桜に導かれし魂
「……ょう、うーきょーうー!!」
うるせぇ~。
「ん………………」
顔をあげると楓がいた。
「ねぇもうみんな帰っちゃたよ!
楓たちもはやく帰ろー」
「はいはい」
珍しく俺の前をスタスタと
不機嫌そうに歩く楓。
なにかあったのだろうとは思いながらも
俺はあえてなにもきかない。
あいつがほんとに困ってるときは
楓のほうから俺に助けを求めることを
知っているから、
だから俺からは何もきかないようにしてる。
たぶんHRが長かったとか、
俺が全然起きなかったからとか、
まぁくだらないことですねてるだけだろう。
なんて考えていたら急に楓が振り返った。
「どうした?楓」
「右京」
「ん?」
「やっぱりなんでもなーい」
「そんなにすねるなよ。

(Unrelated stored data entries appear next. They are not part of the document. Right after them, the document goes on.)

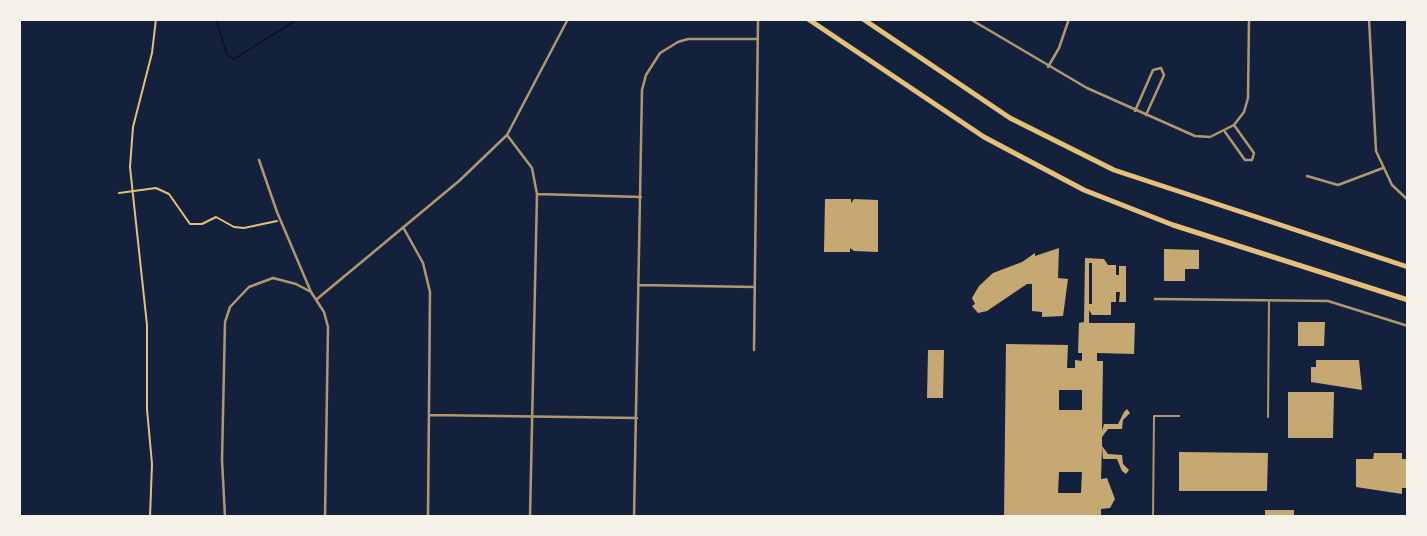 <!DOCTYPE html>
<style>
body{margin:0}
#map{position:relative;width:1427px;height:536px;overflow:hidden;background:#14213d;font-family:"IBM Plex Sans",sans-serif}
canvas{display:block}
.frame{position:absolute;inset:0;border:21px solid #f6f1e7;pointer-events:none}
</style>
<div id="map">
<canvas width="1427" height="536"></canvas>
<div class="frame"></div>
</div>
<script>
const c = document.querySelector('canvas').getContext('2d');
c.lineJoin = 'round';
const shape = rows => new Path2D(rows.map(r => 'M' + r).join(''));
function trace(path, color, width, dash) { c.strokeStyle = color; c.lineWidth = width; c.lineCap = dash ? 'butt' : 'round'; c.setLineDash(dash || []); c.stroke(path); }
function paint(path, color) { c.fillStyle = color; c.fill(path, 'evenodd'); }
const stream = shape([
 [216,19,227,55,234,59,298,19]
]);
const building = shape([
 [825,199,851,199,851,203,854,199,878,200,878,252,854,251,850,248,850,252,824,252],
 [1059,248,1058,278,1068,279,1063,316,1042,317,1042,312,1032,311,1032,284,1027,284,987,311,978,313,972,306,975,304,972,298,979,286,993,273,1022,262,1035,253,1035,256],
 [1164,249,1199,250,1199,269,1185,269,1185,281,1164,281],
 [1085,258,1104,259,1108,265,1116,265,1116,275,1119,275,1119,266,1126,266,1126,302,1119,302,1120,292,1116,292,1116,302,1111,302,1111,315,1092,315,1089,310,1089,323,1135,323,1134,354,1097,353,1097,361,1103,361,1102,431,1104,424,1118,424,1124,412,1127,409,1130,413,1123,420,1122,429,1108,429,1102,437,1102,446,1108,454,1122,455,1123,464,1129,470,1126,474,1122,471,1117,459,1103,459,1102,447,1101,479,1107,478,1115,499,1110,508,1101,509,1101,517,1004,517,1006,344,1068,345,1067,368,1075,368,1075,360,1082,361,1082,353,1078,353,1079,323,1084,322],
 [1089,263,1092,263,1092,304,1089,304],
 [1059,390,1082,390,1082,410,1059,410],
 [1059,472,1082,472,1081,493,1058,493],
 [1298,322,1325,322,1324,346,1298,346],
 [928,350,944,350,943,398,927,398],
 [1316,360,1359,360,1362,390,1311,382,1311,367,1316,367],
 [1288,392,1334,392,1333,438,1288,438],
 [1179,452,1268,453,1267,491,1179,491],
 [1374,453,1402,453,1402,459,1408,459,1408,488,1402,488,1402,494,1356,487,1356,459,1373,459],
 [1265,510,1294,510,1294,517,1265,517]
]);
const path = shape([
 [119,193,156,188,169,194,190,224,202,224,216,217,234,227,244,228,277,221],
 [150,517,152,464,147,409,147,325,130,167,133,127,152,53,156,19]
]);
const service = shape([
 [1268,417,1269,302],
 [1153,517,1154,416,1179,416]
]);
const minor = shape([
 [970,19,1087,88,1195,136,1210,137,1234,125,1244,112,1248,98,1249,19],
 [1369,19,1376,151,1392,185,1408,200],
 [1048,67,1059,48,1069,19],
 [1135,111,1153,70,1161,68,1164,75,1146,115],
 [1225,132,1245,160,1252,160,1254,153,1234,125],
 [507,135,532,168,537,194,530,517],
 [259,160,277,212,311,292,324,312,328,327,325,517],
 [1307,176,1338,185,1383,168],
 [537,194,641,197],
 [403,227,423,263,430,292,428,517],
 [639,285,755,287],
 [317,299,459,181,507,135,568,19],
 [1155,299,1328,301,1408,326],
 [754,350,758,19],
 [430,415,637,418],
 [225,517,222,460,225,322,230,307,249,287,273,278,296,284,311,292],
 [634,517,642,90,646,75,660,53,678,42,688,39,758,39]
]);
const motorway = shape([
 [808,19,984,137,1084,190,1173,225,1408,300],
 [863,19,1010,118,1114,170,1408,267]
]);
trace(stream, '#0b132b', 2);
paint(building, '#c6a872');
trace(path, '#e5c07b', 2);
trace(service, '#b1986c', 2);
trace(minor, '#b1986c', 2.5);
trace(motorway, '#e5c07b', 5);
</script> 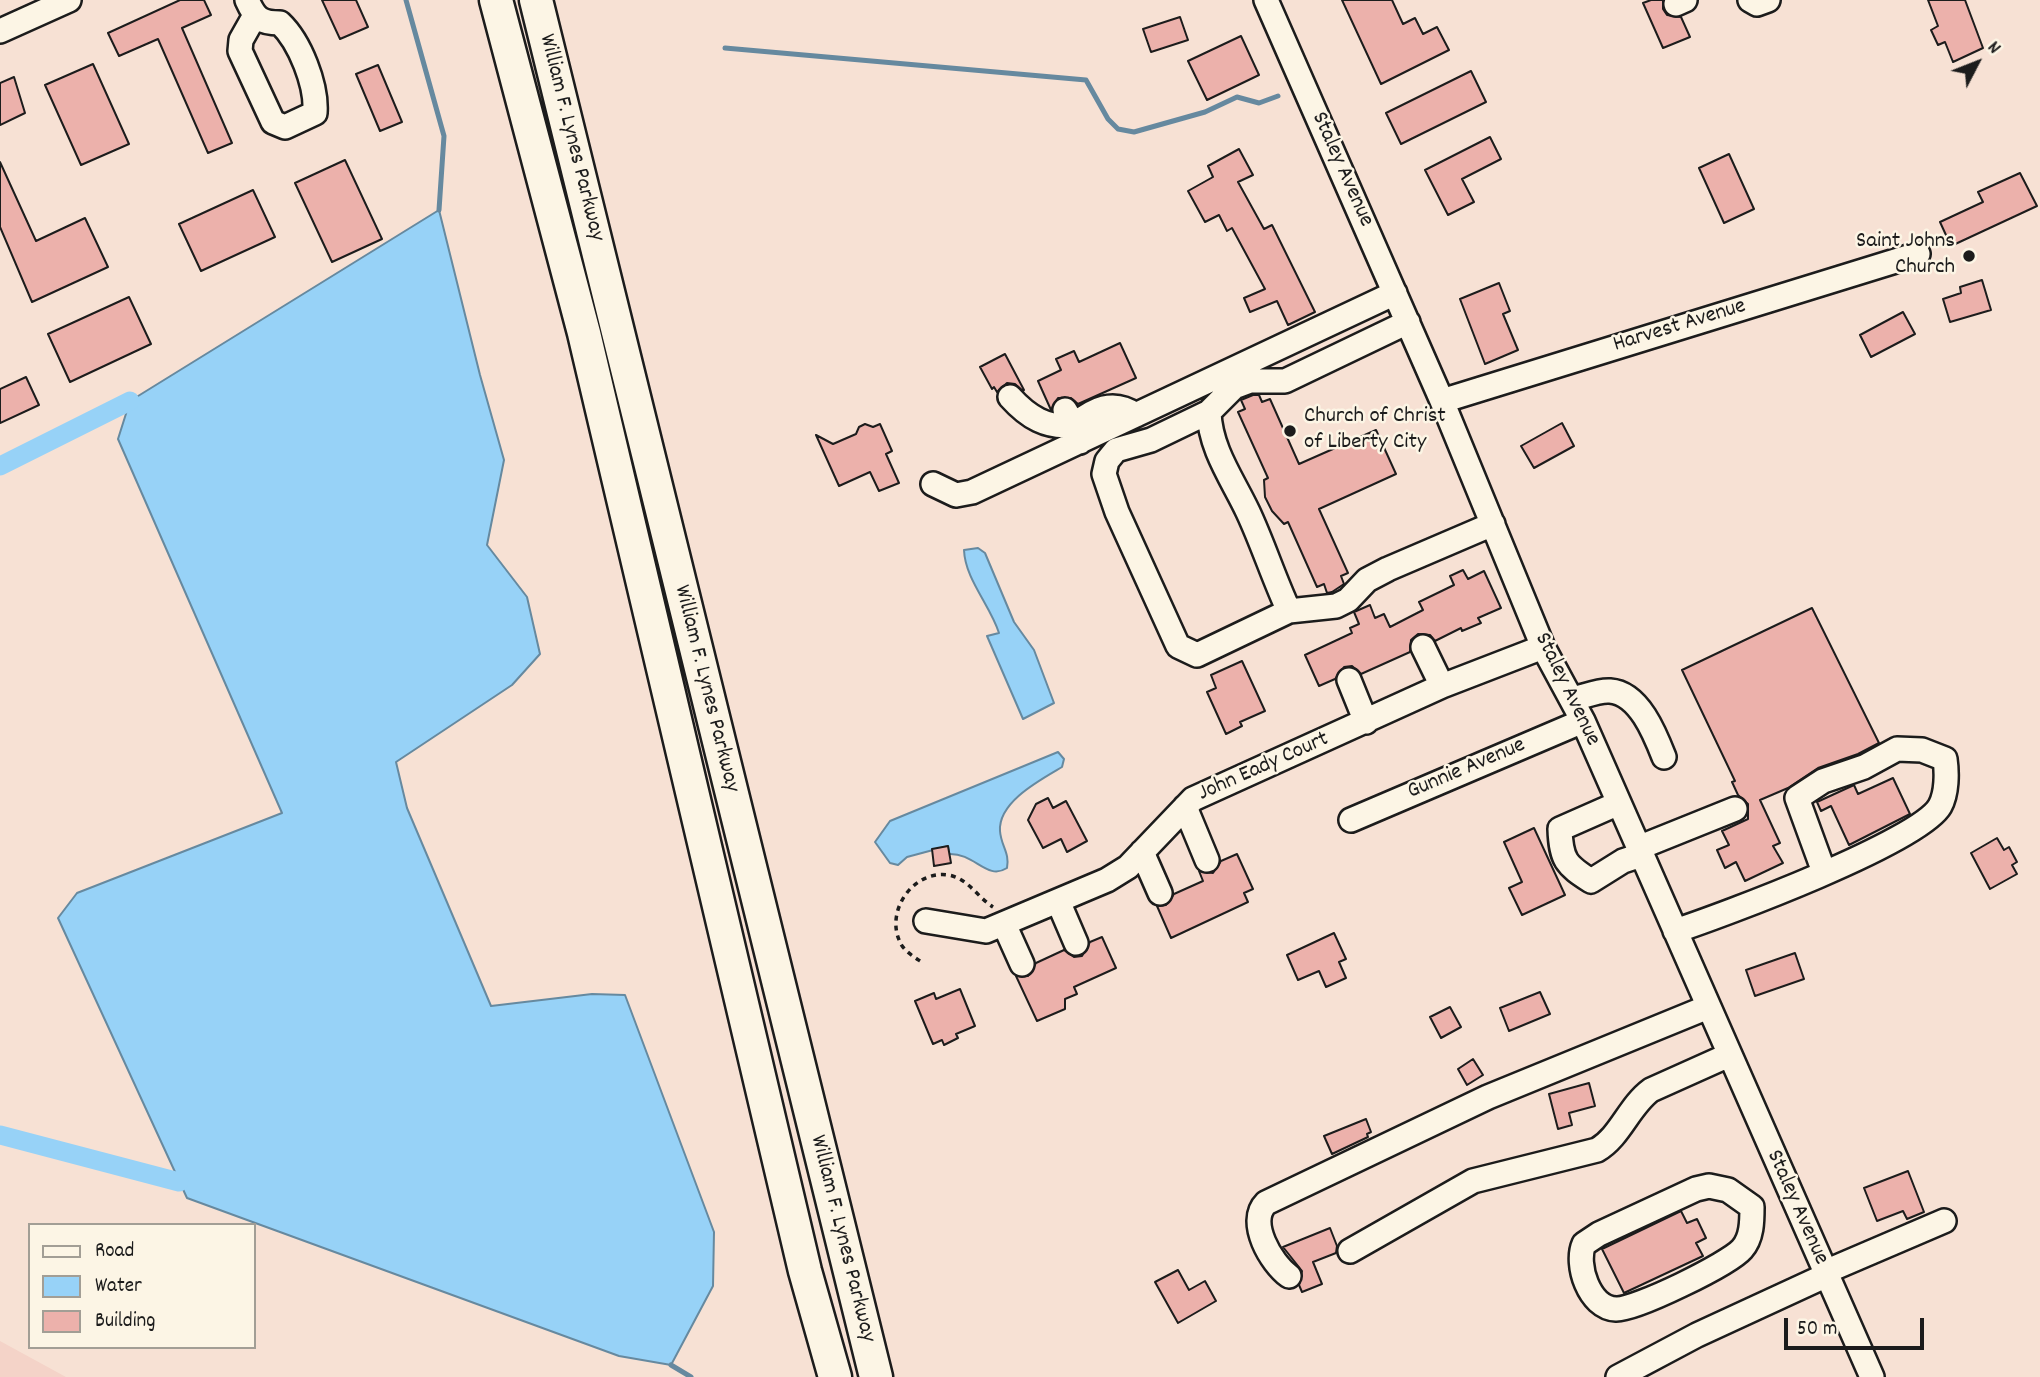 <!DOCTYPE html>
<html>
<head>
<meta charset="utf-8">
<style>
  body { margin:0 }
  #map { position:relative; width:2040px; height:1377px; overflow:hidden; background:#f7e1d4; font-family:Dekko,sans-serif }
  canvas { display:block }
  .legend { position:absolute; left:28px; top:1223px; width:228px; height:126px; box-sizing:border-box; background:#fcf5e5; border:2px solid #a29e95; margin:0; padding:9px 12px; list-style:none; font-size:21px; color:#1c1c1c }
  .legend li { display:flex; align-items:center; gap:14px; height:35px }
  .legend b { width:35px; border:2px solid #a29e95 }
  .north { position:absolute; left:1942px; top:28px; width:70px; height:70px; -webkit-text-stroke:5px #fcf5e5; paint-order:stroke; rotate:48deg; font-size:19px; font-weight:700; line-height:28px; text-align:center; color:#1c1c1c }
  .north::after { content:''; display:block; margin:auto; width:24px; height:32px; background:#1c1c1c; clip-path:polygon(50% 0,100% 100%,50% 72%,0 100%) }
  .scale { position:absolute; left:1784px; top:1318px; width:140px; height:32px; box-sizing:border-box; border:4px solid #1c1c1c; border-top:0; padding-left:9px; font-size:21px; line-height:24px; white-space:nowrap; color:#1c1c1c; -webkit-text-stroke:5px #fcf5e5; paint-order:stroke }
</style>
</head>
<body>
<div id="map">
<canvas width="2040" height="1377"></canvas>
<ul class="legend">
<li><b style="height:9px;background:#fcf5e5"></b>Road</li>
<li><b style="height:19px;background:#97d2f7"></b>Water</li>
<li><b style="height:19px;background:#ecb1ab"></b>Building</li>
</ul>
<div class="north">N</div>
<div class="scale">50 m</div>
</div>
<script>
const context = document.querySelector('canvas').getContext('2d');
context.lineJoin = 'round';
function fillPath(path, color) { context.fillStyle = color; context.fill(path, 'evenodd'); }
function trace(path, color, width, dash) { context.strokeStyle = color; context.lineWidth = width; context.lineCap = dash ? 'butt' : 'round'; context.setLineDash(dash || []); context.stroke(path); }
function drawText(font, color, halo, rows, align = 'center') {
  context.font = font + ' Dekko,sans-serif'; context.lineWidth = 5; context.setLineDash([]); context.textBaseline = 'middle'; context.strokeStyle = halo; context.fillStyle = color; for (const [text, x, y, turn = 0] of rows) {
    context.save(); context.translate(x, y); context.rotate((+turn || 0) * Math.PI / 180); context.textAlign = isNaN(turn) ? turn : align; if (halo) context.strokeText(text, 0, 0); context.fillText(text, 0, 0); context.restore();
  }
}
fillPath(new Path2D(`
  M0,1341L66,1377H0Z`), '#f4d3c8');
const water = new Path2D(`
  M439,210L480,375L504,460L487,545L527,597L540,654L512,685L396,762L407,808L491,1006L592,994L625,995L714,1232L713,1286L671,1365L619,1356L187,1198L58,918L77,893L282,813L118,439L130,401Z
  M978,548L985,553L1014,622L1034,650L1054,703L1023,719L987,636L999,633C990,605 965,579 964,550Z
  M1058,752L1064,759L1062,767C1040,780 998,802 1000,831C1001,846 1010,853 1007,868C987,881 975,853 949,854L948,846L907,857L898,865L890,863L875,842L890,821Z`);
fillPath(water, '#97d2f7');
trace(water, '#66899f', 2);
trace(new Path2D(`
  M406,0L444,136L439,210
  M725,48L1086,80L1108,119L1118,129L1134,132L1205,112L1237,97L1259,103L1278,96
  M671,1365L691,1377`), '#66899f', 5);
trace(new Path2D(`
  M0,466L130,401
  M0,1135L179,1182`), '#97d2f7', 19);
const building = new Path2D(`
  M180,0H204L211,15L182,28L232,143L208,153L158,39L119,56L108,33Z
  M322,0H356L368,27L340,39Z
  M1342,0H1392L1403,24L1415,18L1423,34L1437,27L1449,50L1381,84Z
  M1651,0H1663V9L1667,15L1681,17L1690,37L1663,48L1643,3Z
  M1928,0H1965L1983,48L1953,62L1945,42L1938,45L1931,30L1938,26Z
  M1180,17L1188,40L1151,52L1143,29Z
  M1241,36L1259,75L1207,100L1188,61Z
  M93,64L129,144L81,165L45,85Z
  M378,65L402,122L380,131L356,74Z
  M1471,71L1486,102L1401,144L1386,113Z
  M14,77L25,113L0,125V83Z
  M1490,137L1501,159L1462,179L1474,202L1448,215L1425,170Z
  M1239,149L1253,175L1238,182L1264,229L1272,225L1315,312L1288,325L1277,301L1250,312L1244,298L1265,289L1232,228L1227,231L1219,215L1205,222L1188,191L1213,177L1208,166Z
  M1729,154L1754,209L1724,223L1699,168Z
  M345,160L382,239L332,262L295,183Z
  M0,162L36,241L85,218L108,267L32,302L0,227Z
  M2020,173L2037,206L1951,246L1940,222L1983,202L1978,192Z
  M253,190L275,237L201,271L179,224Z
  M1982,280L1991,310L1950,322L1943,299L1961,293L1960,287Z
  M1499,283L1510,311L1503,314L1518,350L1485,364L1460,299Z
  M129,297L151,344L70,382L48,334Z
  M1903,312L1915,334L1871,357L1860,335Z
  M1120,343L1136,378L1078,404L1071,398H1058L1051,410L1038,381L1061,370L1056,359L1074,351L1079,362Z
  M1005,354L1024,390L1023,391L1015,384L1007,383L997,392L994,387L992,389L980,367Z
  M26,377L39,405L0,423V389Z
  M1253,395H1259L1262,402L1270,399L1299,464L1376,430L1396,474L1319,509L1348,573L1341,576L1344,584L1332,592L1327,593L1324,584L1317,587L1288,522L1284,524L1272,511L1265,497L1264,480L1268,478L1238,412L1245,409L1241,400Z
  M1562,423L1574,446L1534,468L1521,446Z
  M865,424L873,427L880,424L892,451L886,454L899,483L879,491L870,472L839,486L816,435L833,444L856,434L859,427Z
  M1463,570L1468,579L1484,571L1501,608L1478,618L1481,623L1462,631L1461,628L1435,641L1430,635L1418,634L1411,640L1410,652L1361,674L1352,666L1344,667L1335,679L1319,686L1305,655L1352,633L1350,628L1359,624L1354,612L1370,605L1375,618L1384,614L1390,627L1423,610L1419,602L1454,585L1450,576Z
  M1812,608L1879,743L1858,754L1818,768L1788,788L1760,800L1780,843L1773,846L1783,863L1745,881L1736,862L1725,868L1717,850L1729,845L1722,831L1748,819V804L1738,795L1732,782L1735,781L1682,670Z
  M1242,661L1265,711L1240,722L1242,726L1226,734L1207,692L1216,688L1211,675Z
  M1893,778L1910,814L1849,845L1831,806L1821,811L1817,802L1854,785L1858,794Z
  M1048,798L1053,808L1066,801L1087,841L1067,852L1061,839L1043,848L1028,820L1036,804Z
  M1534,828L1565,895L1522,915L1509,888L1522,882L1504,842Z
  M1997,838L2004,850L2009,847L2017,862L2012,865L2017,874L1990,889L1971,853Z
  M948,846L951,863L934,866L932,849Z
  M1237,854L1253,889L1244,893L1248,902L1171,938L1157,906L1166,905L1174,894L1203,881L1199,871L1213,873L1221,861Z
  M1334,933L1346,959L1339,962L1346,978L1326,987L1319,971L1298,980L1287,955Z
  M1102,937L1116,968L1074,987L1077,994L1065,999V1009L1037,1021L1016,976H1028L1036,963L1064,950L1074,957L1082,956L1090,942Z
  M1795,953L1804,979L1755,996L1746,970Z
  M960,989L975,1026L956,1034L958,1038L944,1045L942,1040L933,1044L915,1001L934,993L936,999Z
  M1540,992L1550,1014L1509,1031L1500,1008Z
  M1450,1007L1461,1027L1441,1038L1430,1017Z
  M1473,1059L1483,1075L1467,1085L1458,1069Z
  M1589,1083L1595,1106L1569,1113L1572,1125L1558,1129L1549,1094Z
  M1366,1119L1371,1132L1367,1134L1368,1137L1332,1154L1324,1136Z
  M1908,1171L1924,1212L1907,1219L1903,1211L1877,1221L1864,1188Z
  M1681,1211L1687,1223L1697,1219L1706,1238L1696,1243L1703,1256L1624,1293L1602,1249Z
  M1330,1228L1337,1246L1336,1253L1313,1262L1322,1284L1302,1292L1299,1285L1302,1271L1283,1247Z
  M1178,1270L1189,1290L1205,1281L1216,1301L1178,1323L1155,1282Z`);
fillPath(building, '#ecb1ab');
trace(building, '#1c1c1c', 2);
const minor = new Path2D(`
  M247,0C255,18 260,23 280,23C300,42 317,85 315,113L285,127L273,122L240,51L241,40L254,17
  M1266,0L1442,401L1543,647L1583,721L1872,1377
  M1750,0L1757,4L1768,0
  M1676,4L1685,0
  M0,31L69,0
  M1408,322L1285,381H1250L1234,387L1209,412L1151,440L1116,450L1107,461L1104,474L1117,512L1178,646L1197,655L1289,611L1336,606L1348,600L1367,580L1388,569L1493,524
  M1010,397C1028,417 1047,429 1074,425L1080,442
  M1442,401L1918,254
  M1065,410L1074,425C1094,409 1113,399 1136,415
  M1209,412C1210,449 1233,480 1248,512C1263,544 1274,579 1289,611
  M933,484L956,495L972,492L1395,293
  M1423,647L1442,686
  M1349,680L1366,722
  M1572,699C1583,697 1598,690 1610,691C1639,693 1655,734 1664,757
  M1619,803L1560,829C1561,860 1566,865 1591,881L1623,861L1641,855
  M1185,807L1207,860
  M1351,820L1583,721
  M1638,848L1735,809
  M1142,852L1160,893
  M1058,901L1076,943
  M926,921L986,931L1107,880L1128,867L1193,799L1442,686L1543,647
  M1004,924L1022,964
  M1675,931C1721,916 1920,842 1940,806C1947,793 1947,773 1945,759L1922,750L1897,749L1864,767L1823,781L1797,798L1824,872
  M1709,1186L1728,1190L1752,1207C1752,1221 1752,1238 1742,1249C1729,1264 1635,1310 1616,1309C1589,1308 1575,1264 1584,1244L1599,1234L1696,1189Z
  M1350,1251L1473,1181L1597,1150C1620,1137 1629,1106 1651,1090L1729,1055
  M1825,1272L1944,1221
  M1289,1276C1271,1263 1247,1222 1266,1203L1488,1097L1708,1007
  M1618,1377L1697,1335L1827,1275`);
const highway = new Path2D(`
  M496,0L584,333L805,1271L835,1377
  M536,0L876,1377`);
trace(minor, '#1c1c1c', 28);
trace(highway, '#1c1c1c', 37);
trace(new Path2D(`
  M920,961C914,957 903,950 900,942C885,911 913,870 948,875C968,878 977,897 993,907`), '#1c1c1c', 3.5, [5, 5]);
trace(minor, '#fcf5e5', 23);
trace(highway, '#fcf5e5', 32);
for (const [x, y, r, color] of [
  [1969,256,7,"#1c1c1c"],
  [1290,431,7,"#1c1c1c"]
]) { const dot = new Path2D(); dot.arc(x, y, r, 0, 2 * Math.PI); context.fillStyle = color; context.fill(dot); trace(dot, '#fcf5e5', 2.5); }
drawText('23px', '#1c1c1c', '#fcf5e5', [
  ["William F. Lynes Parkway",570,138,76],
  ["Staley Avenue",1341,170,66],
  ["Harvest Avenue",1680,327,-17],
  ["William F. Lynes Parkway",705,689,76],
  ["Staley Avenue",1566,690,64],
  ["John Eady Court",1264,768,-24],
  ["Gunnie Avenue",1467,770,-23],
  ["Staley Avenue",1796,1208,66],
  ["William F. Lynes Parkway",841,1239,76]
]);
drawText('23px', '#1c1c1c', '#fcf5e5', [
  ["Saint Johns",1955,243],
  ["Church",1955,269],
  ["Church of Christ",1304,418,"left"],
  ["of Liberty City",1304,444,"left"]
], 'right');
</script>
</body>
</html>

ほら、帰るぞ」
一度小さくうなずいて
そのままいつものように
俺の後ろをついてくる楓。
そんな楓を後ろに乗せて
俺はいつもの道をいつも通り帰っていく。
またすこし風が強くなる。
「ねえ、右京」
これまで何も話さなかった楓が口を開いた。
「なに?」
「………………」
俺が聞き返しても楓はこの日
それ以上言葉をくちにすることはなかった。
ごめんな、楓。
俺なんにもわかってやれなくて。